(WORK REQUIRED): Repeat exactly, and only, the lines of the entries below from the one with "Task: Summarize the" through the one with "Read the screen", both ends included.

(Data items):
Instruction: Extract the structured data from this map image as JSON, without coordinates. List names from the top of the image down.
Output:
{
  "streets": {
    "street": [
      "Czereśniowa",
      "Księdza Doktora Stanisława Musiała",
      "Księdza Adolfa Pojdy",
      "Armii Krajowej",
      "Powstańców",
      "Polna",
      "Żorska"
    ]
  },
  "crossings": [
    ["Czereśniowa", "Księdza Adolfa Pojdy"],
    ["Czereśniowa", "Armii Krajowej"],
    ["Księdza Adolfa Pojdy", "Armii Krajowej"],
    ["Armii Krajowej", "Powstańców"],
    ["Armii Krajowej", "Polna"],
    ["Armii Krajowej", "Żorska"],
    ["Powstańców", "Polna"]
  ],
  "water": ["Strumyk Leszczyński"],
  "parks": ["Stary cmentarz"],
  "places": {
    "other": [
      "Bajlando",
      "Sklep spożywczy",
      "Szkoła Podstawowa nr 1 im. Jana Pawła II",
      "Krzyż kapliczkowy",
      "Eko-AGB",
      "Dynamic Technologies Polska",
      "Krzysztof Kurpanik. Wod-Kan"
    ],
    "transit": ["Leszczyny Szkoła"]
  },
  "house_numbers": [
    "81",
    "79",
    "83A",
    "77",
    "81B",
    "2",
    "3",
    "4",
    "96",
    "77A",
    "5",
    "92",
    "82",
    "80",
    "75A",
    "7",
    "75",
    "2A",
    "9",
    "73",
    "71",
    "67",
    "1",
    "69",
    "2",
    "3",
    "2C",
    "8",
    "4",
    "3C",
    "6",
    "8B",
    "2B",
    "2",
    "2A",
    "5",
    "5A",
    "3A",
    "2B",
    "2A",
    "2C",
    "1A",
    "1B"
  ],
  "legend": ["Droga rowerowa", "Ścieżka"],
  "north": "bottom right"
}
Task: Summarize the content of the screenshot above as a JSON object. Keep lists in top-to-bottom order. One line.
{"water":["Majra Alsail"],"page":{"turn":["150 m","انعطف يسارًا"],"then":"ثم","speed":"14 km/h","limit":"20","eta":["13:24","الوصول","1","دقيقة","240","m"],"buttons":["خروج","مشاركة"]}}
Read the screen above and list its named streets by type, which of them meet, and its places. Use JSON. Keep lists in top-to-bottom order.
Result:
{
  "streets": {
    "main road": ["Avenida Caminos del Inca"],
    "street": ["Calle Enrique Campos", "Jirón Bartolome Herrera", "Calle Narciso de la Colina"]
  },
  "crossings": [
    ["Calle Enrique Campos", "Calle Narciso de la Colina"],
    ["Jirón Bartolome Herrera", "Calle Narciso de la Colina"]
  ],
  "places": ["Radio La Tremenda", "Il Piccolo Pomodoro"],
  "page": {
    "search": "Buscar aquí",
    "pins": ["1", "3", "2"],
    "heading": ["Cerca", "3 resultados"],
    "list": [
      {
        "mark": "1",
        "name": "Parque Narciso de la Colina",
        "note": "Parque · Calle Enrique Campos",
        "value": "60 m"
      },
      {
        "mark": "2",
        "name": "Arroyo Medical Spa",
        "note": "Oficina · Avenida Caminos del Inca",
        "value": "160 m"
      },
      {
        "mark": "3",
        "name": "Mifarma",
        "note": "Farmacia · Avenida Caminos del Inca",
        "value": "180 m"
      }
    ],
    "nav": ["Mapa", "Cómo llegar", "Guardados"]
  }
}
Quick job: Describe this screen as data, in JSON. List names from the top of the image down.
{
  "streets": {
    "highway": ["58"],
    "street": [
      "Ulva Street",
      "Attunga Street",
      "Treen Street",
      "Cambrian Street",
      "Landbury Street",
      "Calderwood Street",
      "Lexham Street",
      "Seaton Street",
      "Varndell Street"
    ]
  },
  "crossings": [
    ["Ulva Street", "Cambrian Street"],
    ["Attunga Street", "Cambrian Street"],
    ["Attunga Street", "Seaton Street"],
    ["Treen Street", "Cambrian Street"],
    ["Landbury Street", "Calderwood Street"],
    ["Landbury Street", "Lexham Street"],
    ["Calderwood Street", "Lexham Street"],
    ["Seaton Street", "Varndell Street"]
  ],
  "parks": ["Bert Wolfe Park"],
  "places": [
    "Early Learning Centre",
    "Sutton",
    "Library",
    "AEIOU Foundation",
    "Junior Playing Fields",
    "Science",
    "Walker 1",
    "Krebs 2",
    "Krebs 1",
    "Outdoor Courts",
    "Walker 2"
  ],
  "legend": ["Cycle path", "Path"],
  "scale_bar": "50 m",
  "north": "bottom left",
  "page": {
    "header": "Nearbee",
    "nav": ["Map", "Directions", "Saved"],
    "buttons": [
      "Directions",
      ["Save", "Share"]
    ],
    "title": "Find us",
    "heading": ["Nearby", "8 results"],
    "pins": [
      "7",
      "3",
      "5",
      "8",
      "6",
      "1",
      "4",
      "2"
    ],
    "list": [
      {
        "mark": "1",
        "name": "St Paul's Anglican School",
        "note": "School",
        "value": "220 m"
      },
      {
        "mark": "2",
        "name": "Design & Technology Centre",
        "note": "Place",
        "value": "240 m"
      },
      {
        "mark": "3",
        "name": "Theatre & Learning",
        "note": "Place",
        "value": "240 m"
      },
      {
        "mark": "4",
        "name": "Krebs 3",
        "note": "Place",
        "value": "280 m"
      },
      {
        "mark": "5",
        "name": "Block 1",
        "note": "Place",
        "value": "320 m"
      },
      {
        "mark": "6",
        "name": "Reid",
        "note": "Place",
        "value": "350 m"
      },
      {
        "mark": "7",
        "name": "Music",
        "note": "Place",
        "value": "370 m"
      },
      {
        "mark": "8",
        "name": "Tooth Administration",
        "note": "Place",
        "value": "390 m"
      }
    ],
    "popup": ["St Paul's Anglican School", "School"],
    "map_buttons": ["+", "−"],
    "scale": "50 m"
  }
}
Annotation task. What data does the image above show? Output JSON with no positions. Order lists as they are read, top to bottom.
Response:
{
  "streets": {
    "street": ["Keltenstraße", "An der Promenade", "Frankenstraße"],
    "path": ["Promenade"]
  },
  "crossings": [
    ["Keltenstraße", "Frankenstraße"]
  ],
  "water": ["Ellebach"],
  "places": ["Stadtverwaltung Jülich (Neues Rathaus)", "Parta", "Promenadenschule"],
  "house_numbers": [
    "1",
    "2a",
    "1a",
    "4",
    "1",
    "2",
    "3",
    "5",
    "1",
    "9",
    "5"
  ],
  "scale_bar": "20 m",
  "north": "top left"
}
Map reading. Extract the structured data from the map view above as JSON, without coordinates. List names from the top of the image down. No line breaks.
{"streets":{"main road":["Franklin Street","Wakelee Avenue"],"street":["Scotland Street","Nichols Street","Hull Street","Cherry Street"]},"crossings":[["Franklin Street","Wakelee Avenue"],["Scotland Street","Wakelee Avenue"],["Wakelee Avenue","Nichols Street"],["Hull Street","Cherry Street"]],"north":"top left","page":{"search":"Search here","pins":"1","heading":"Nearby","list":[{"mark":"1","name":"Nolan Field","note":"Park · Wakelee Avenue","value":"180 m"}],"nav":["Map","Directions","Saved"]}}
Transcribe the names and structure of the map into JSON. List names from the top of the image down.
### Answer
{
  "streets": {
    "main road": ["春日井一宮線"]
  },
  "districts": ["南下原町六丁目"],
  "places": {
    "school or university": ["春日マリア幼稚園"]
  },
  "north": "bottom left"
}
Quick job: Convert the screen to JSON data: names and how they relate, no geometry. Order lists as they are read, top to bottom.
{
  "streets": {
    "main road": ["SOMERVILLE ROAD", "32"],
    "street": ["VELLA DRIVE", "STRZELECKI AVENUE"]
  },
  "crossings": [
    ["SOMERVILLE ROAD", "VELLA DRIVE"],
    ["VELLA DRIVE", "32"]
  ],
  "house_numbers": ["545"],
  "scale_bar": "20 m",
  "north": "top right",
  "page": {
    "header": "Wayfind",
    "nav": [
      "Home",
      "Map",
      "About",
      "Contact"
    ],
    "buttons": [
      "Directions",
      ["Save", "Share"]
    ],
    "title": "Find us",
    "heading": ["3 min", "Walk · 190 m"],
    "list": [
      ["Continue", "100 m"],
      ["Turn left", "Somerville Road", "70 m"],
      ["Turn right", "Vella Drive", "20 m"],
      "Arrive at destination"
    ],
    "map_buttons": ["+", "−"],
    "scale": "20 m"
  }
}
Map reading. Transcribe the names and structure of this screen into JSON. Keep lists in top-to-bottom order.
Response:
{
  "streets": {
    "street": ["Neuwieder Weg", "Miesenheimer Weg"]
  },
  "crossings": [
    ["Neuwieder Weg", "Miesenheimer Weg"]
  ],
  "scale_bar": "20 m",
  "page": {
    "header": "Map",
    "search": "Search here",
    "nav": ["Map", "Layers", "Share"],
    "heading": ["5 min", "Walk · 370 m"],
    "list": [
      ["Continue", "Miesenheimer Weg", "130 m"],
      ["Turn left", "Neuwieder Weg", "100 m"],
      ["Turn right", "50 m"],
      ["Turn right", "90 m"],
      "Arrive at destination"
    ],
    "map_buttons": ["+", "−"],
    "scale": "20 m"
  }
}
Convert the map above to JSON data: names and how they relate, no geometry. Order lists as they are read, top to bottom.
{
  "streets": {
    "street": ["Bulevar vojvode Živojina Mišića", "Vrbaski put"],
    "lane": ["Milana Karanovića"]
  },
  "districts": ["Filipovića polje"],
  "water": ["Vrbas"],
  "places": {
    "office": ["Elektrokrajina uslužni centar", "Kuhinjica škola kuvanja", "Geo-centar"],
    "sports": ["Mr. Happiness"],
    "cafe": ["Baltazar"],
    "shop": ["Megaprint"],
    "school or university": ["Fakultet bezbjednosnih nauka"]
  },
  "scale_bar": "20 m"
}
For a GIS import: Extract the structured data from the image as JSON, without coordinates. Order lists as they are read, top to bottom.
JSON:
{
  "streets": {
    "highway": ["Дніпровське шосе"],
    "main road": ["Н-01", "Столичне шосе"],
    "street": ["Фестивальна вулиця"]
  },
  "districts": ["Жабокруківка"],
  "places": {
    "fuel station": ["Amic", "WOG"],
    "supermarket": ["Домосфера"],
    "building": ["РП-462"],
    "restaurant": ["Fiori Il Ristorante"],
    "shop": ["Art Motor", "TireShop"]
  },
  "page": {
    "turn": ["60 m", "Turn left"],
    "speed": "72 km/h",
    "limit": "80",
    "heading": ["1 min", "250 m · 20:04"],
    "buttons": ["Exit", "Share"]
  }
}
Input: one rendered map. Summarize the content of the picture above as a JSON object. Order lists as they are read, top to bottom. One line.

(ANSWER FOR THIS EXERCISE):
Task: Summarize the content of the screenshot above as a JSON object. Keep lists in top-to-bottom order. One line.
{"water":["Majra Alsail"],"page":{"turn":["150 m","انعطف يسارًا"],"then":"ثم","speed":"14 km/h","limit":"20","eta":["13:24","الوصول","1","دقيقة","240","m"],"buttons":["خروج","مشاركة"]}}
Read the screen above and list its named streets by type, which of them meet, and its places. Use JSON. Keep lists in top-to-bottom order.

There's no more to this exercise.